The respondent’s brief argued further that section 15 of CAP. 398 complementing section 1(1) and 2(a) thereof defined the offences of robbery similar to section 401 of the Criminal Code (supra) is not in conflict or inconsistent with section 36(6) of the 1999 Constitution and did not affect the validity of the charge which contained the details and essentials of the offences and was read to the appellant upon his arraignment under section 36(6) of the 1999 Constitution and the appellant understood same before his plea was taken thereto under section 275 of the Criminal Procedure Law CAP. 30 Laws of Ogun State, 1978, in the presence of his counsel, therefore it is too late for the appellant to raise objection to the charge on appeal after going through the entire trial that ended in his conviction and sentence, consequently the appeal should be dismissed.

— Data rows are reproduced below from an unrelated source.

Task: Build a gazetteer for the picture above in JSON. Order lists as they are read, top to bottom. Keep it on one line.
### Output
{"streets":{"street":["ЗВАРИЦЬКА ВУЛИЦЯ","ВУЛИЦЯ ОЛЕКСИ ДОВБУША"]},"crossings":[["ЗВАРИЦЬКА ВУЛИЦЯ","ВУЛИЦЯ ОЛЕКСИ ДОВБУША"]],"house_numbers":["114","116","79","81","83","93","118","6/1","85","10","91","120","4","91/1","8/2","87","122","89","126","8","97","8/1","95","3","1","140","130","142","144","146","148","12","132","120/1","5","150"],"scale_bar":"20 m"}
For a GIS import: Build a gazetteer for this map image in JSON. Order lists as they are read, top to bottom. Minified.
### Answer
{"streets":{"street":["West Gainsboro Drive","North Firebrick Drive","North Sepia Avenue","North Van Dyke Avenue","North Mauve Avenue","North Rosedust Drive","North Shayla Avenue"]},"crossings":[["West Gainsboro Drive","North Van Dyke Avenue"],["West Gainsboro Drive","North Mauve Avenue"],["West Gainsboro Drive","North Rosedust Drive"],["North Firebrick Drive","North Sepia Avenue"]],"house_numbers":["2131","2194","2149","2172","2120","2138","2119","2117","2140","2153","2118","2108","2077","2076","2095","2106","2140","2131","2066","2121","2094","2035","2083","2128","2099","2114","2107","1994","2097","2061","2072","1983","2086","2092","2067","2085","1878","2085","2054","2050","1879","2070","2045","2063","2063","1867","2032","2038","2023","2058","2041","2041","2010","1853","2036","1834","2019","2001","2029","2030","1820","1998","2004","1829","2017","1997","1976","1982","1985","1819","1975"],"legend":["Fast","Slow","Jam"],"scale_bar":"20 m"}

In my respectful opinion, the issues for determination formulated by the appellant and the respondent encompass the two grounds of appeal and; I adopt the appellant’s issues for the resolution of the appeal.
One of the vital canons of the interpretation of statutes or written instruments is to give the plain words of the statute their literal or ordinary and grammatical meaning as rightly argued by Mr. Agbebi for the appellant vide the cases cited (supra) by the appellant.
Another equally vital canon of construing statutory and constitutional provisions is to read integrated or interrelated provisions together, not in isolation or by instalment -See A-G, Benue State v. Umar (2008) 1 NWLR (pt. 1068) 311. Dimegwu v. Ogunewe (2008) 17 NWLR (pt. 1116) 358. Chime v. Ude (1996) 7 NWLR (pt. 461) 379. The Registered Trustees ETC v. Medical Health Workers Union of Nigeria & Ors. (2008) 1 SCNJ 348 and Inajoku v. Adeleke (2007) 1. SCNJ 1.